Like in the predecessors’ stories of unlawful affairs, this story also ends tragically. Ombima cannot bear the guilt of his relationship alone and he ends up unburdening his soul to his closest friend – Ang’ote. But the jealousies play out and become exaggerated when Ang’ote considers this information as his only sure way out of poverty. Ang’ote confides in Rebecca – the old widow – that he plans to inform Andimi of the escapades of his wife so that he can find favour with him and earn his way up the ladder to riches and a good life. Although Rebecca cautions him against such an undertaking, Ang’ote still goes ahead and breaks so to speak the brother code by betraying his friend. Ang’ote’s decision to report his best friend demonstrates how poor male labourers’ hold voyeuristic gazes towards their rich madams and how they wish to conquer them by indulging in fantastical erotic sexual imaginations.

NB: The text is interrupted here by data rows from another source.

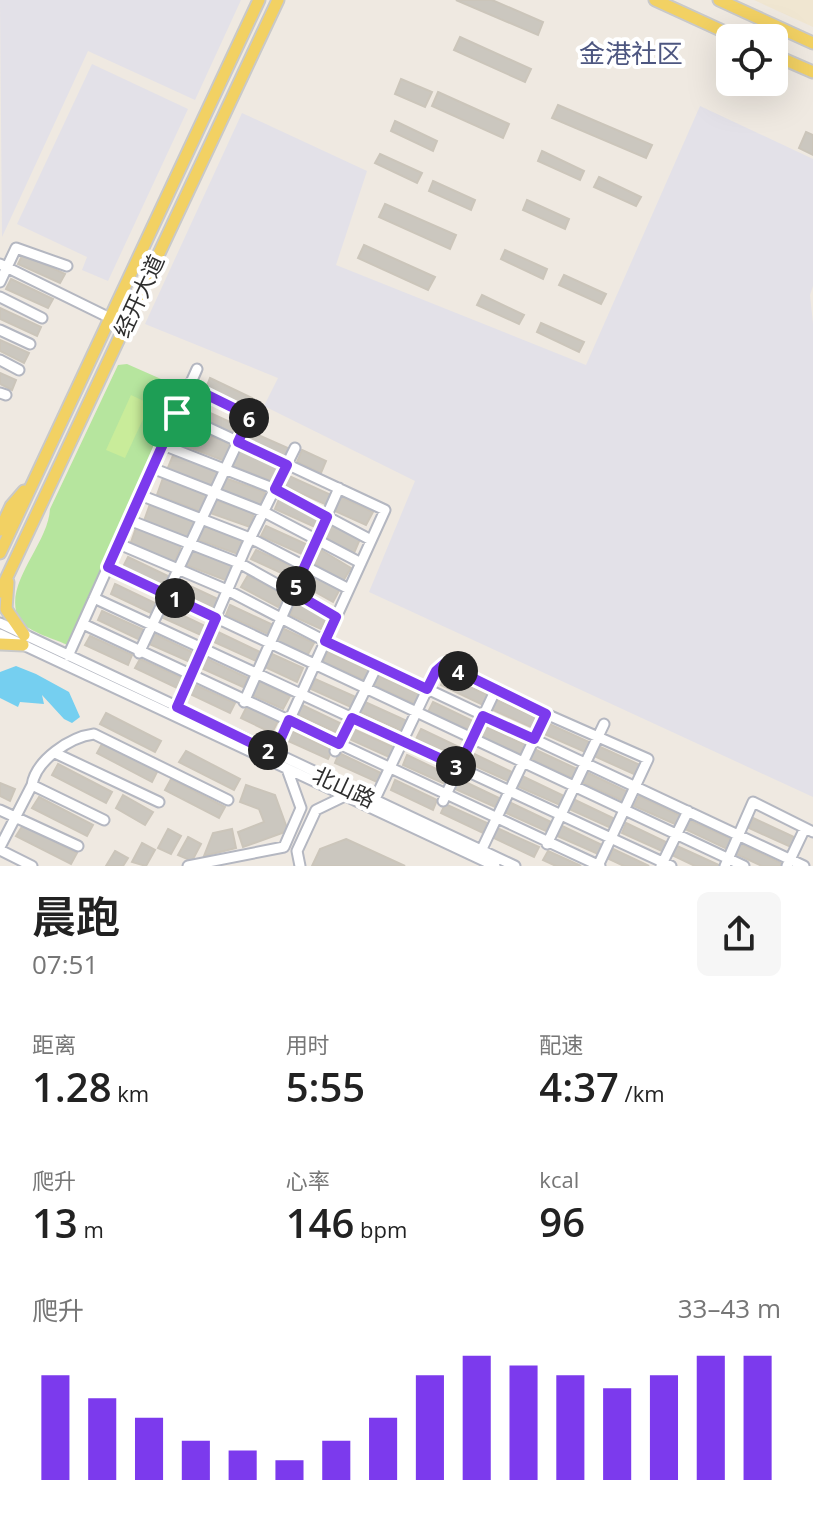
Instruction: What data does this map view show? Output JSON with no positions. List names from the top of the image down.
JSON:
{
  "streets": {
    "main road": ["经开大道"],
    "street": ["北山路"]
  },
  "districts": ["金港社区"],
  "page": {
    "pins": [
      "6",
      "5",
      "1",
      "4",
      "2",
      "3"
    ],
    "heading": ["晨跑", "07:51"],
    "stats": [
      ["距离", "1.28 km"],
      ["用时", "5:55"],
      ["配速", "4:37 /km"],
      ["爬升", "13 m"],
      ["心率", "146 bpm"],
      ["kcal", "96"]
    ],
    "chart": ["爬升", "33–43 m"]
  }
}
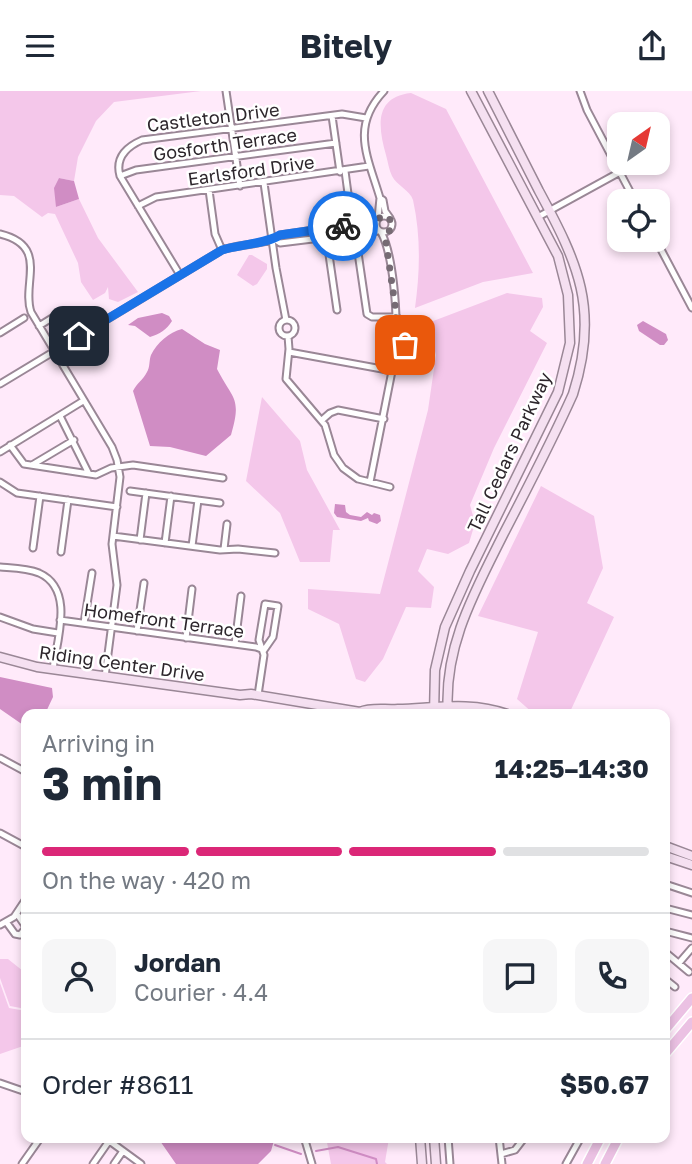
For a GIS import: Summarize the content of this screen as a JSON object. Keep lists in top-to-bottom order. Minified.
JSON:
{"streets":{"main road":["Tall Cedars Parkway","Riding Center Drive"],"street":["Castleton Drive","Gosforth Terrace","Earlsford Drive","Homefront Terrace"]},"crossings":[["Castleton Drive","Gosforth Terrace"]],"north":"top right","page":{"header":"Bitely","heading":["3 min","Arriving in","14:25–14:30"],"panel":["Jordan","Courier · 4.4","Order #8611","$50.67"],"bar":"On the way · 420 m"}}
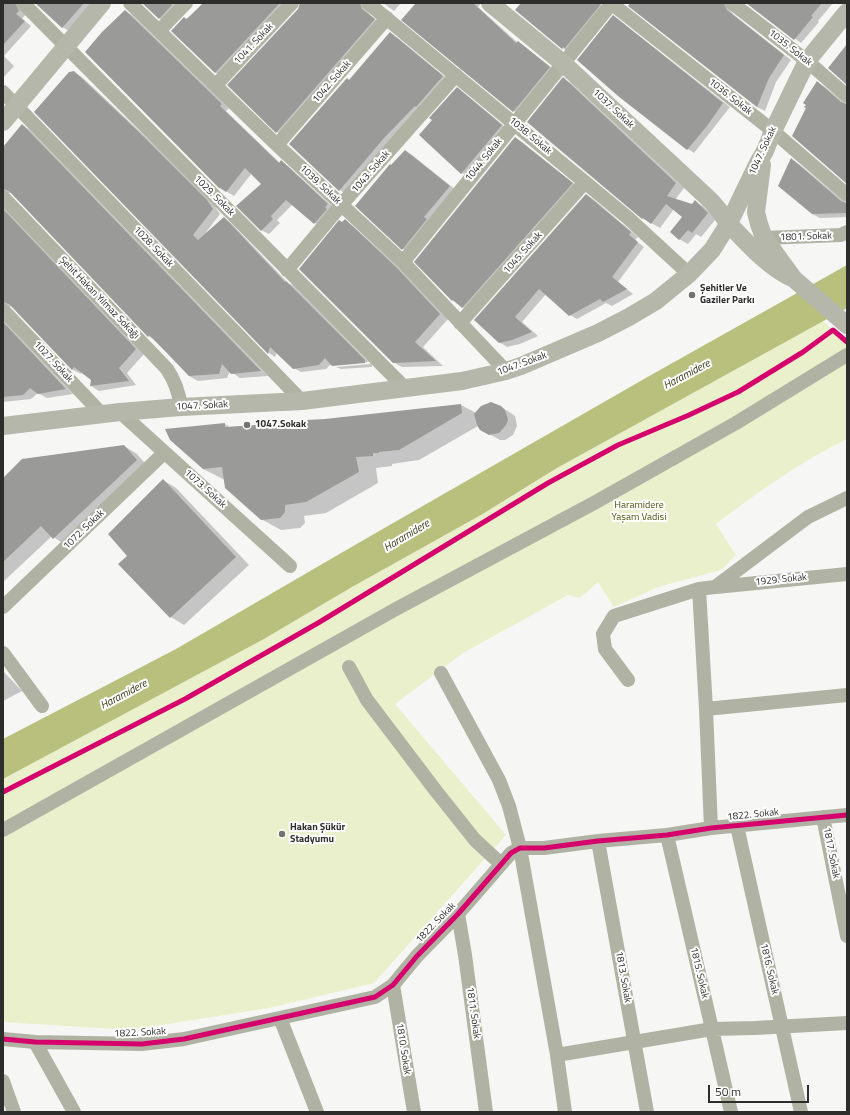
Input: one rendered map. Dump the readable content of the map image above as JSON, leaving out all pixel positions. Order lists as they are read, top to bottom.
{
  "streets": {
    "main road": ["1037. Sokak", "1047. Sokak"],
    "street": [
      "1041. Sokak",
      "1035. Sokak",
      "1042. Sokak",
      "1036. Sokak",
      "1038. Sokak",
      "1044. Sokak",
      "1043. Sokak",
      "1039. Sokak",
      "1029. Sokak",
      "1801. Sokak",
      "1028. Sokak",
      "1045. Sokak",
      "Şehit Hakan Yılmaz Sokağı",
      "1027. Sokak",
      "1073. Sokak",
      "1072. Sokak",
      "1929. Sokak",
      "1822. Sokak",
      "1817. Sokak",
      "1816. Sokak",
      "1815. Sokak",
      "1813. Sokak",
      "1811. Sokak",
      "1810. Sokak"
    ]
  },
  "crossings": [
    ["1041. Sokak", "1039. Sokak"],
    ["1035. Sokak", "1047. Sokak"],
    ["1042. Sokak", "1038. Sokak"],
    ["1042. Sokak", "1039. Sokak"],
    ["1036. Sokak", "1047. Sokak"],
    ["1036. Sokak", "1044. Sokak"],
    ["1037. Sokak", "1047. Sokak"],
    ["1037. Sokak", "1044. Sokak"],
    ["1038. Sokak", "1047. Sokak"],
    ["1038. Sokak", "1044. Sokak"],
    ["1038. Sokak", "1043. Sokak"],
    ["1038. Sokak", "1045. Sokak"],
    ["1047. Sokak", "1039. Sokak"],
    ["1047. Sokak", "1029. Sokak"],
    ["1047. Sokak", "1028. Sokak"],
    ["1047. Sokak", "Şehit Hakan Yılmaz Sokağı"],
    ["1047. Sokak", "1027. Sokak"],
    ["1047. Sokak", "1073. Sokak"],
    ["1044. Sokak", "1039. Sokak"],
    ["1043. Sokak", "1039. Sokak"],
    ["1043. Sokak", "1029. Sokak"],
    ["1039. Sokak", "1045. Sokak"],
    ["1073. Sokak", "1072. Sokak"],
    ["1822. Sokak", "1817. Sokak"],
    ["1822. Sokak", "1816. Sokak"],
    ["1822. Sokak", "1815. Sokak"],
    ["1822. Sokak", "1813. Sokak"],
    ["1822. Sokak", "1811. Sokak"],
    ["1822. Sokak", "1810. Sokak"]
  ],
  "water": ["Haramidere"],
  "parks": ["Haramidere Yaşam Vadisi"],
  "places": ["Şehitler Ve Gaziler Parkı", "1047.Sokak", "Hakan Şükür Stadyumu"],
  "scale_bar": "50 m"
}
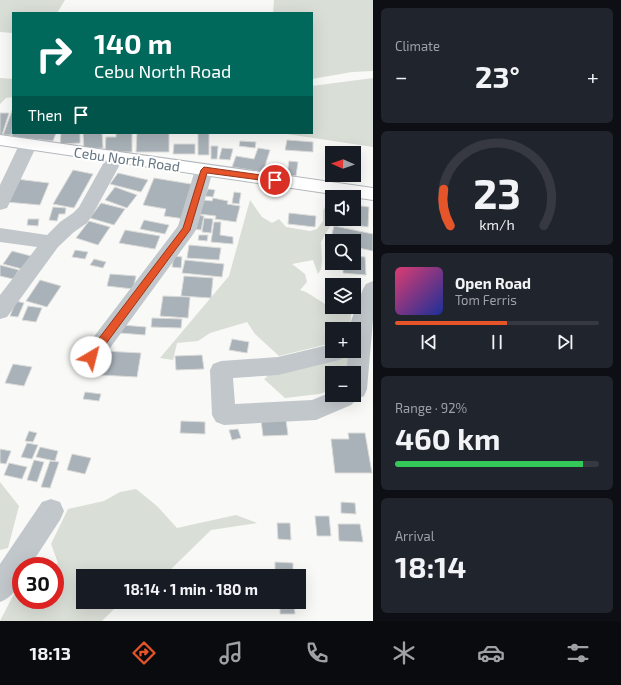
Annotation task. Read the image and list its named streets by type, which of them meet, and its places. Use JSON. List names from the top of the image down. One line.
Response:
{"streets":{"highway":["Cebu North Road"]},"north":"left","page":{"tile":["Climate",["Range · 92%","460 km"],["Arrival","18:14"]],"turn":["140 m","Cebu North Road"],"heat":["−","23°","+"],"then":"Then","map_buttons":["+","−"],"song":["Open Road","Tom Ferris"],"limit":"30","trip":"18:14 · 1 min · 180 m","tabs":"18:13","gauge":["23","km/h"]}}
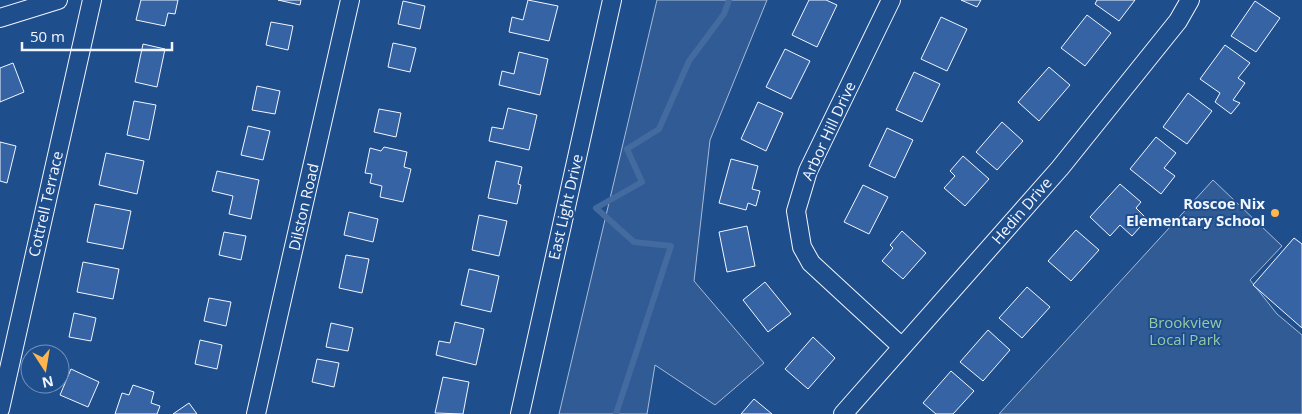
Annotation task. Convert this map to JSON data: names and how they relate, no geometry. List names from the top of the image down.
{
  "streets": {
    "street": [
      "Arbor Hill Drive",
      "Cottrell Terrace",
      "Dilston Road",
      "East Light Drive",
      "Hedin Drive"
    ]
  },
  "crossings": [
    ["Arbor Hill Drive", "Hedin Drive"]
  ],
  "parks": ["Brookview Local Park"],
  "places": ["Roscoe Nix Elementary School"],
  "scale_bar": "50 m",
  "north": "bottom"
}
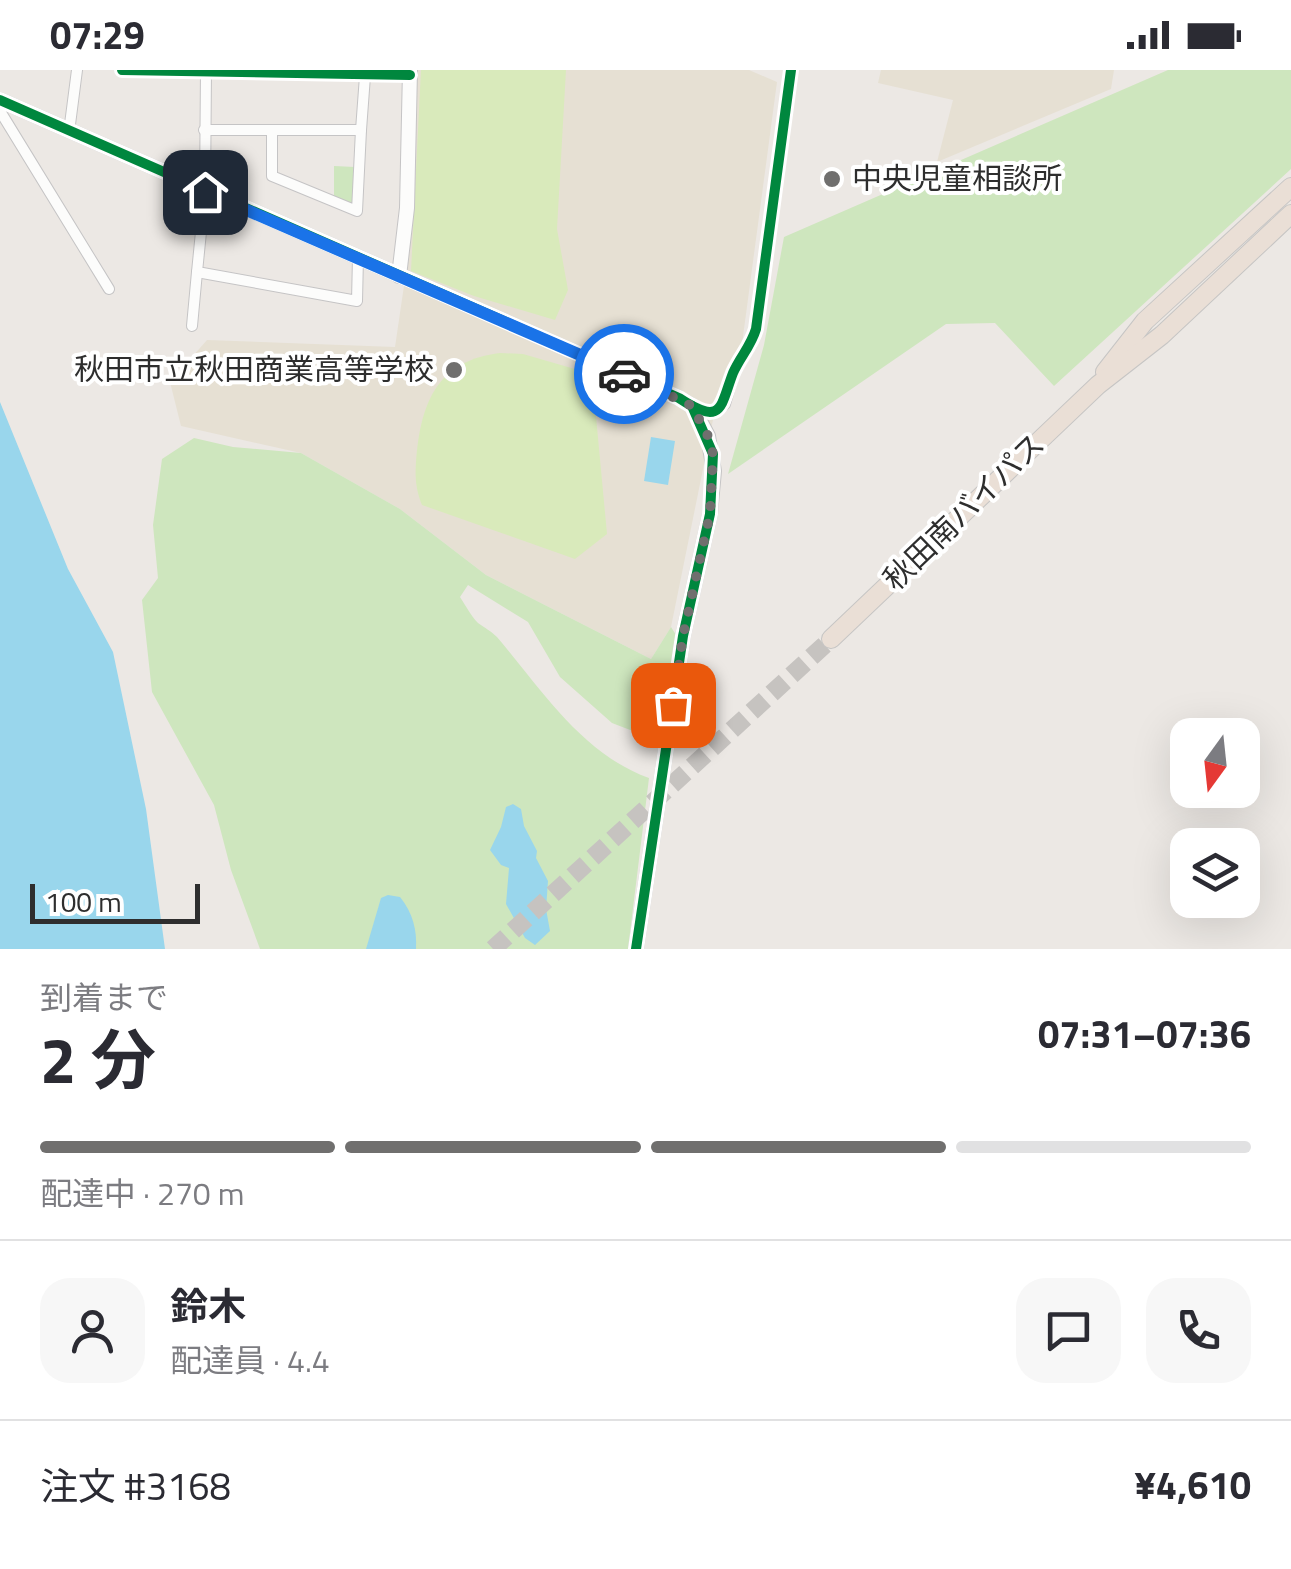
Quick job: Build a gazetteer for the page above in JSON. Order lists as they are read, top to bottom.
{
  "streets": {
    "highway": ["秋田南バイパス"]
  },
  "places": ["中央児童相談所", "秋田市立秋田商業高等学校"],
  "scale_bar": "100 m",
  "north": "bottom",
  "page": {
    "status": "07:29",
    "scale": "100 m",
    "heading": ["2 分", "到着まで", "07:31–07:36"],
    "panel": [
      "鈴木",
      "配達員 · 4.4",
      "注文 #3168",
      "¥4,610"
    ],
    "bar": "配達中 · 270 m"
  }
}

It is a catastrophic turn of events as a scorned and irate Andimi vows to gorge out Ombima’s eyes for having used them to covet after his wife. The irony of the turn of events is that Andimi had made a personal pact with himself to spend more time with his wife as a way of atoning for his absenteeism. He has vowed to become more loving and to try to reignite the fire that first brought them together. It is however a little too late because Madam Tabitha has become obsessed with getting married to Ombima. The story cautions us about human relationships that are founded on weak foundations since we discover that Andimi had married Tabitha in order to climb the economic ladder by gaining access to business opportunities that her father had.

At the end, it is Madam Tabitha who bears the brunt of her husband’s jealousy and hatred for Ombima whom he considers as a useless servant who should have never dared to do what he did. Andimi succeeds to gorge out Ombima’s eyes but his wife is killed by a watchman’s arrow who is scared that thieves might be plotting to rob the school. Thereafter, Andimi expresses his interest in making his faithful servant his wife now that Tabitha is gone. The tragedy of the turn of events at the end of the text is appeased in that Ombima’s wife – Sayo – is reunited with him and Aradi – his son – becomes his eyes whilst leading him around town to beg for alms. On one hand, this scenario brings the text’s unity into focus since the beginning of the novel had highlighted another old man led by his grandson.  On the other hand, when the two blind men meet again at the end of the novel, the story can then come to an end on a positive light although no one knows whether the peace of the stone hills of Maragoli will ever be assuaged.